Богатство, кстати, это уже шаг вперёд, всё-таки не простой бицепс-трицепс. Это уже мир, где деньги есть, хотя власть пока — результат не покупки, а завоевания, богач лишь «вблизи властителя». Мышца всё ещё на самом верху. Подумаешь, сын Авги — незаконнорожденный: «Законно всякий доблестный рожден». А доблесть — это меч.

Неудивительно, что другие цитаты из этой трагедии — самые пошлые советы держать язык за зубами. Молчи — останешься в живых. Говорить, вещать — удел сильных. Молчи и копи силы! Нет, Софокл прекрасно понимает, что насилие не решает проблем. Если «врага у денег не бывает» это зеркальное отражение «блаженны нищие духом», то «В том постоянная ошибка смертных, что злом хотят исправить зло они» — это просто «побеждай зло добром». Понимает, но... Нет, Софокл воспевает не власть, иначе он был бы не Софоклом, а обычным порнографом. Он воспевает свободу:

«Но не лучше ль будет
Врагов сразить, хотя б и преступленьем,
Чем в рабской службе ближнему служить?»

Поскреби эротическую фантазию — найдёшь фантазию о свободе. Беда, что о свободе нужно не мечтать, свободу нужно творить, и не для себя одного — свобода для одного не бывает. Тогда и эротика здоровее будет.
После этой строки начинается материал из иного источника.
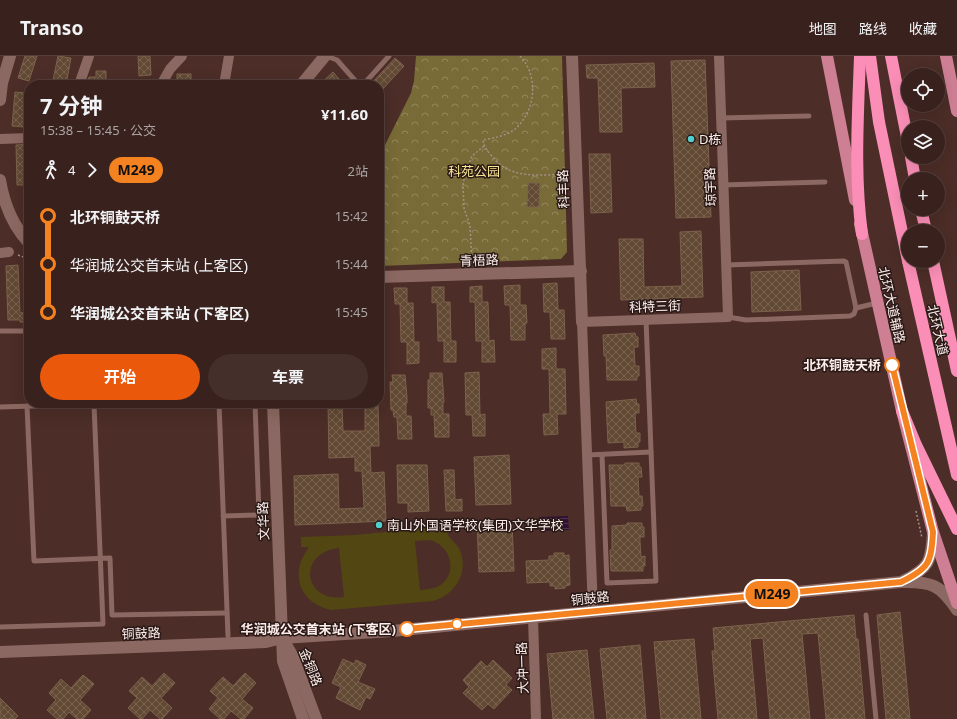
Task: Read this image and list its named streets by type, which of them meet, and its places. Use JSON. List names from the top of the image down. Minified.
{"streets":{"highway":["北环大道"],"main road":["科丰路","青梧路","北环大道辅路","文华路","铜鼓路","金铜路"],"street":["琼宇路","科特三街","大冲一路"]},"crossings":[["琼宇路","科特三街"],["科丰路","青梧路"],["科丰路","科特三街"],["文华路","铜鼓路"],["文华路","金铜路"],["铜鼓路","金铜路"],["铜鼓路","大冲一路"]],"parks":["科苑公园"],"places":["D栋","北环铜鼓天桥","南山外国语学校(集团)文华学校","华润城公交首末站 (下客区)"],"lines":["bus line M249"],"page":{"header":"Transo","nav":["地图","路线","收藏"],"on_map":"M249","map_buttons":["+","−"],"heading":["7 分钟","15:38 – 15:45 · 公交","¥11.60"],"legs":["4","M249","2站"],"list":[{"name":"北环铜鼓天桥","value":"15:42"},{"name":"华润城公交首末站 (上客区)","value":"15:44"},{"name":"华润城公交首末站 (下客区)","value":"15:45"}],"buttons":["开始","车票"]}}
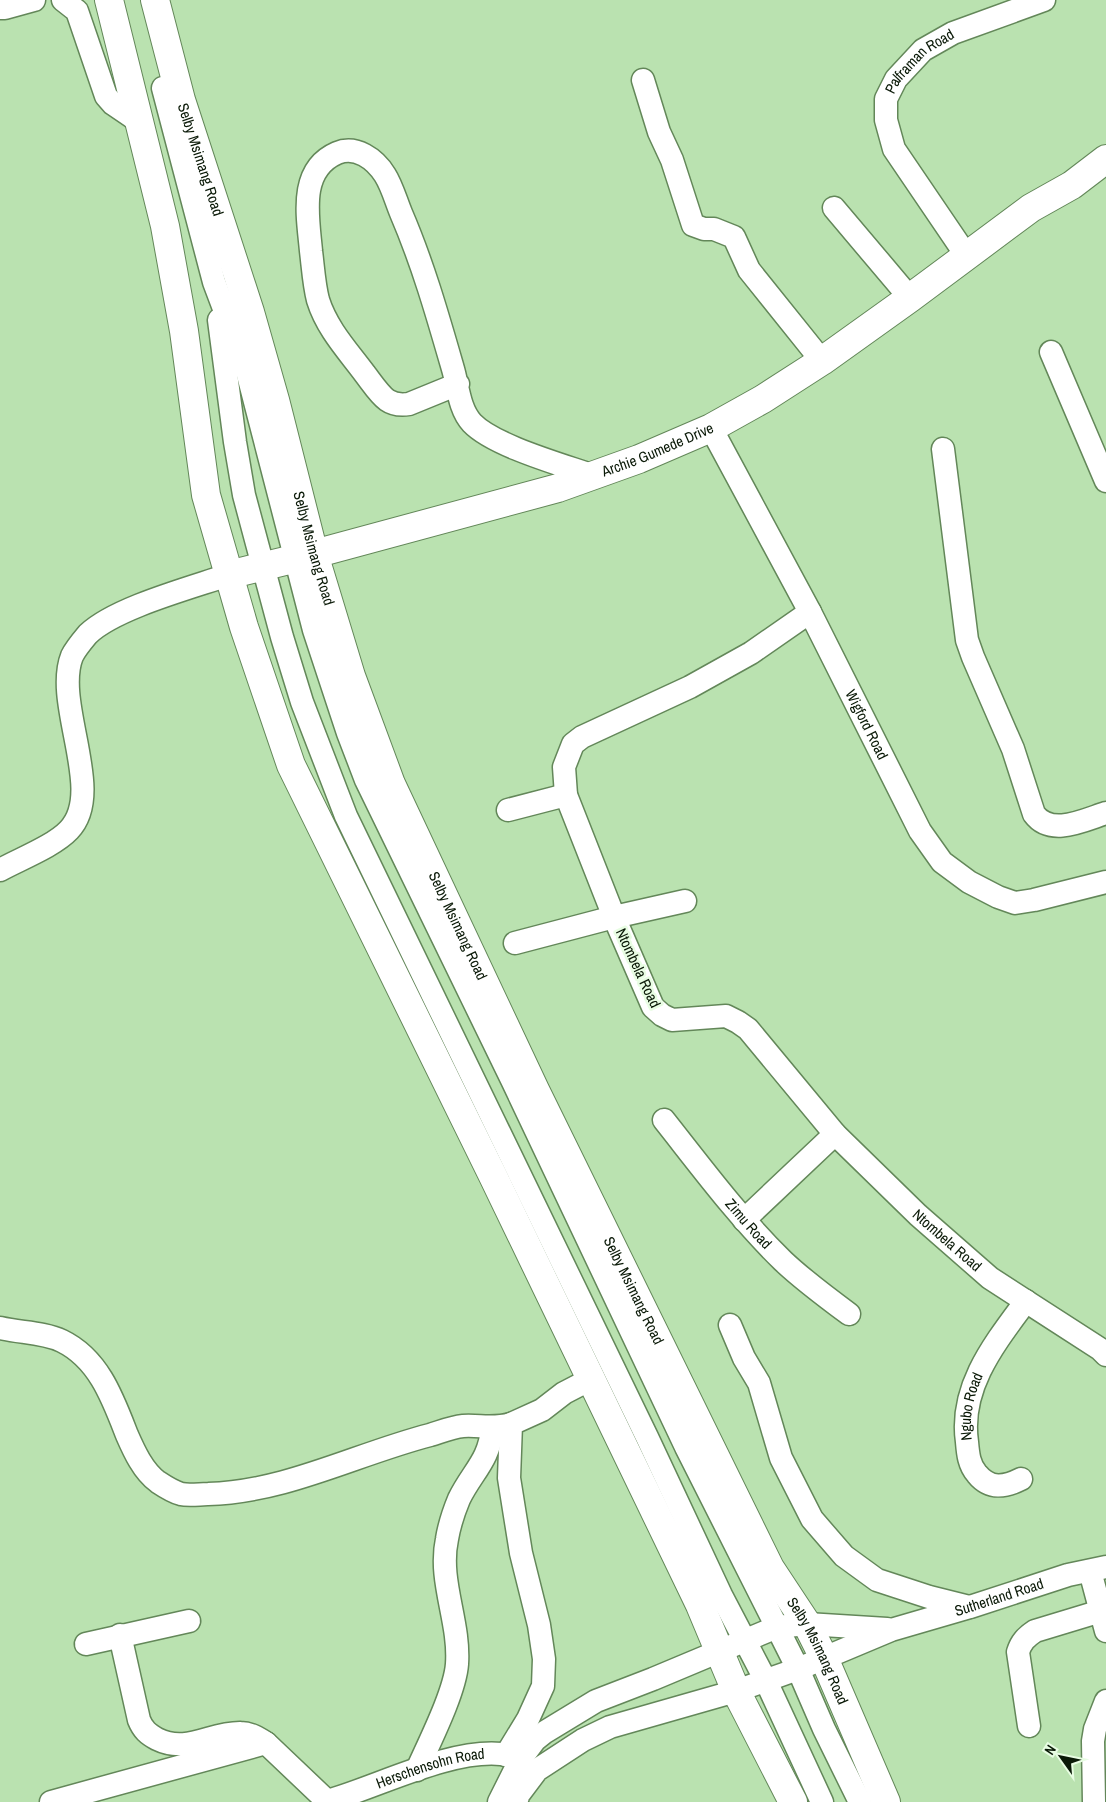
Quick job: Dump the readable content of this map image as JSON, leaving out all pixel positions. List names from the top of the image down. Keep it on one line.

А то смотришь на фантастически красивую бронзовую голову очередного балканского царька IV века до рождества Христова, очень похожую на голову Геракла с серебряного тондо (одного века и места), и думаешь: а о чём эта голова думала?

А эта голова вообще не очень думала, она в основном фантазировала, вожделела, бредила, болела... В общем, дурью маялась, по современным меркам. Когда её только откопали в грязи, форма больше соответствовала содержанию.